El Búho

Política y Cultura desde Arequipa Perú.

Ajedrez político: el voto de confianza

 

Por la división de poderes en una república democrática el Poder Legislativo tiene la función básica de dar las leyes y el Poder Ejecutivo la de hacerlas cumplir y administrar el Estado para lo cual el Presidente de la República nombra a los ministros; el Poder Judicial ha recibido la función de dirimir los conflictos jurídicos.

La Constitución dispone además que el Presidente del Consejo de Ministros y estos en pleno deben concurrir al Congreso de la República, dentro de los treinta días de su nombramiento, para exponer y debatir la política del gobierno y plantear una cuestión de confianza (art. 130º). Si por una mayoría superior a la mitad del número de miembros del Congreso se rechaza el voto de confianza, los ministros deben renunciar y el Presidente de la República aceptar la renuncia (art. 132º, 133º). Si el Congreso vuelve a negarle la confianza al nuevo gabinete ministerial, el Presidente de la República está obligado a disolver el Congreso y convocar a elecciones para integrarlo (art. 134º).

Con 73 puestos parlamentarios el fujimorismo posee más de la mitad del número de miembros del Congreso (130/2 = 65 + 1 = 66), y, podría, por lo tanto, válidamente negarle confianza al gabinete ministerial. La Constitución no dice que esa decisión esté justificada. Se la podrían negar incluso sin invocar alguna causa.

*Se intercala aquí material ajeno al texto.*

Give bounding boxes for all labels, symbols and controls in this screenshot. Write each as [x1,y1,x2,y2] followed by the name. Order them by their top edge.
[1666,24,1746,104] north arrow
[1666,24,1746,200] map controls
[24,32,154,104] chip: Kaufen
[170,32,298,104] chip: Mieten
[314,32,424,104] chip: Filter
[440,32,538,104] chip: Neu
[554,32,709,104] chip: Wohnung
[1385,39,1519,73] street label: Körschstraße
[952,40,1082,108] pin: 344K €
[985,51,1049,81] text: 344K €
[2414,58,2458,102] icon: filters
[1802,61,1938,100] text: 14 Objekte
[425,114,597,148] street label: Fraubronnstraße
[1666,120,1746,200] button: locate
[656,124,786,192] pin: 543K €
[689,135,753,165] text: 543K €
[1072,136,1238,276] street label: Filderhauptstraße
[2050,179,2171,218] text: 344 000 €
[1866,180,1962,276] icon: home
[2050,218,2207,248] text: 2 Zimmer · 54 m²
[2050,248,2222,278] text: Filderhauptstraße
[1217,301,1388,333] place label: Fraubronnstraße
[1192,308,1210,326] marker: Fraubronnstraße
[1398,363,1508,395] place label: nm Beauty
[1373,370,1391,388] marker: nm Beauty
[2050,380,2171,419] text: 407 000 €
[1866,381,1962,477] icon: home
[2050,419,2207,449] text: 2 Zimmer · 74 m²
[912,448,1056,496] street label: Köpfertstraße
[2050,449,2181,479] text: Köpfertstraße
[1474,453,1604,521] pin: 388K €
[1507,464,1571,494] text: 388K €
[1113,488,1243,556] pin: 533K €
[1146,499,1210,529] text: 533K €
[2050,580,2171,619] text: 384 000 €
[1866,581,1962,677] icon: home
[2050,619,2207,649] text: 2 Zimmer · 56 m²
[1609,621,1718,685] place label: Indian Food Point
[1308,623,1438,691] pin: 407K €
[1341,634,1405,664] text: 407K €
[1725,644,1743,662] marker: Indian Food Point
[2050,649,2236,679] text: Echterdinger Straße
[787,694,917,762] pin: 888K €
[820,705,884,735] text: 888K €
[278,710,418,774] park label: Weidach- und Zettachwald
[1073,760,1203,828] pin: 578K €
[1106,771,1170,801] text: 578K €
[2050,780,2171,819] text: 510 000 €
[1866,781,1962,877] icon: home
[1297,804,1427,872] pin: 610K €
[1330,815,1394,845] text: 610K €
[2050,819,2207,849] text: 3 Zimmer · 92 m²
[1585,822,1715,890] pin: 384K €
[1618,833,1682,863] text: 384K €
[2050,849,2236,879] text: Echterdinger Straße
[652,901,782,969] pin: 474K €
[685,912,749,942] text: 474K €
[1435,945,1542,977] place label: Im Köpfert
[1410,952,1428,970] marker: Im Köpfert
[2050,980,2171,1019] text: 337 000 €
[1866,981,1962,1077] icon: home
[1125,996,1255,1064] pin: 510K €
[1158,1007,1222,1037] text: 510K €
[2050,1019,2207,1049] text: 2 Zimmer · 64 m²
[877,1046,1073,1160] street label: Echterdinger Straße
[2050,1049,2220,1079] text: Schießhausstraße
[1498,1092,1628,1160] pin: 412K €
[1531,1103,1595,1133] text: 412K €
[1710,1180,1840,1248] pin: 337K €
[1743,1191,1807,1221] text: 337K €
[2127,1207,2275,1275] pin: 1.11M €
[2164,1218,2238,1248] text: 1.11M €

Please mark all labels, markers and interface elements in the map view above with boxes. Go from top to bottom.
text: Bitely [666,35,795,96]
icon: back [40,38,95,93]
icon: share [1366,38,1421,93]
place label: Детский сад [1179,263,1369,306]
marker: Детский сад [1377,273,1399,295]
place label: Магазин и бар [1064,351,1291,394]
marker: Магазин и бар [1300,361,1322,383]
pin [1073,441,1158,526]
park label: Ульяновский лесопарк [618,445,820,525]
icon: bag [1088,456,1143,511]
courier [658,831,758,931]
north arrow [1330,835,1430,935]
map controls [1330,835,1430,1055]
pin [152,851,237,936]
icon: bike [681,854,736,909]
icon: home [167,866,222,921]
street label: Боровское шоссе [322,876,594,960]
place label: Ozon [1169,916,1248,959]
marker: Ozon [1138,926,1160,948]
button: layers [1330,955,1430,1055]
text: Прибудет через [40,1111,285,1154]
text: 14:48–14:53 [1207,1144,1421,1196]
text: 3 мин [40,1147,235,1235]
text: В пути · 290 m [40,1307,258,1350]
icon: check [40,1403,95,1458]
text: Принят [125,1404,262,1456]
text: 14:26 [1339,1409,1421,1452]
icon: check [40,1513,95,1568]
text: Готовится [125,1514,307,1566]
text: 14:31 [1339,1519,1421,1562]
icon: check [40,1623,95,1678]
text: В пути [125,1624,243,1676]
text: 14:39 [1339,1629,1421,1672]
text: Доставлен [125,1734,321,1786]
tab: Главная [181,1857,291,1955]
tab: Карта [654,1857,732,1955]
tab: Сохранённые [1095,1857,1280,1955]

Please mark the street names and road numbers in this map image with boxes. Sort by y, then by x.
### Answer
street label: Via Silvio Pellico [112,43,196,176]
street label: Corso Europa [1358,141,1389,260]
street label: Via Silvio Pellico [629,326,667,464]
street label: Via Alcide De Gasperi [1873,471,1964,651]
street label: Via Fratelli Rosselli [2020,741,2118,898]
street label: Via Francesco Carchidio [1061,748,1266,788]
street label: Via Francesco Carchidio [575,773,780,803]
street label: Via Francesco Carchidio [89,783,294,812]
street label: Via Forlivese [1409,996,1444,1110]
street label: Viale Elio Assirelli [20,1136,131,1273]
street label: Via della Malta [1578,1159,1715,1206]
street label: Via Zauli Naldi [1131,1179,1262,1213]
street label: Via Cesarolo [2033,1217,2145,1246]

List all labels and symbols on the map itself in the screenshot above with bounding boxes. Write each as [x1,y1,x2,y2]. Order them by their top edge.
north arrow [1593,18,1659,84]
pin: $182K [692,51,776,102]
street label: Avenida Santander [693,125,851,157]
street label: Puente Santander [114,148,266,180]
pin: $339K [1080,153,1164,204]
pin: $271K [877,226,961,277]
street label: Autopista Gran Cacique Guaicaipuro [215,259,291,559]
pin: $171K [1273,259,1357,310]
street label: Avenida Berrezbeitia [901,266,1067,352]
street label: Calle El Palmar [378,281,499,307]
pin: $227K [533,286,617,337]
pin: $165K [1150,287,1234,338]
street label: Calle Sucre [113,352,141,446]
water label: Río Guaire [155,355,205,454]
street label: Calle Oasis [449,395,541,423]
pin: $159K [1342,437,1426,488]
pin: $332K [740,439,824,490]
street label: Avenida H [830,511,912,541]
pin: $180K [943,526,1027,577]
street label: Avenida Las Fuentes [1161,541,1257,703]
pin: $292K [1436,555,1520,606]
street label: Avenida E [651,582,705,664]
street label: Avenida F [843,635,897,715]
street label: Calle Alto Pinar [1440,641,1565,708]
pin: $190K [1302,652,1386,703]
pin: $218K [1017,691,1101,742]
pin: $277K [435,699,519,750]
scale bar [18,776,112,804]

Pero la Constitución no dice tampoco que la renuncia de los ministros deba ser irrevocable, ni que no deban ser nombrados otra vez. Por consiguiente, el Presidente de la República podría nombrar de nuevo a los ministros que no hubieran obtenido el voto de confianza, lo que sería un nuevo acto de gobierno formalizado con la correspondiente resolución. Y, a continuación, el nuevo presidente del Consejo de Ministros y estos podrían presentarse al Congreso en procura del voto de confianza.

A juzgar por la composición de la bancada fujimorista, no parece verosímil que se expongan a la disolución del Congreso. Han gastado mucho en la campaña y, como revelan las nuevas encuestas, el viento de las simpatías electorales se ha trasladado a PPK y su grupo de tecnócratas que hasta el momento siguen en la línea de mantener sus ofertas. Una actitud como la indicada reforzaría además la creencia colectiva en el principio de autoridad. Y haría posible una nueva composición del Congreso, tal vez más limpia de obstruccionismo absurdo y más comprometida con la necesidad de gobernar a nuestro país para una prestación de los servicios públicos más eficiente y solucionar algunos de sus problemas más graves e inmediatos.

¿Qué sucedería si el fujimorismo no diera quórum para el pleno del Congreso convocado para tratar el voto de confianza solicitado por el presidente del Consejo de Ministros? Que no podría votarse la cuestión de confianza. Y ¿qué sucedería si el fujimorismo y otros grupos, por ejemplo los 5 apristas, se abstuviesen de votar? Que no habría voto de confianza legal. En ambos casos, sin censura aprobada por más de la mitad de miembros del Congreso, el consejo de ministros y estos podrían seguir en actividad válidamente, reconfortados por la aprobación abierta o subliminal de la mayor parte de ciudadanos.

Como colofón se podría decir que es política de buen gobierno saber definir las actitudes decisorias y resolverse a tomarlas.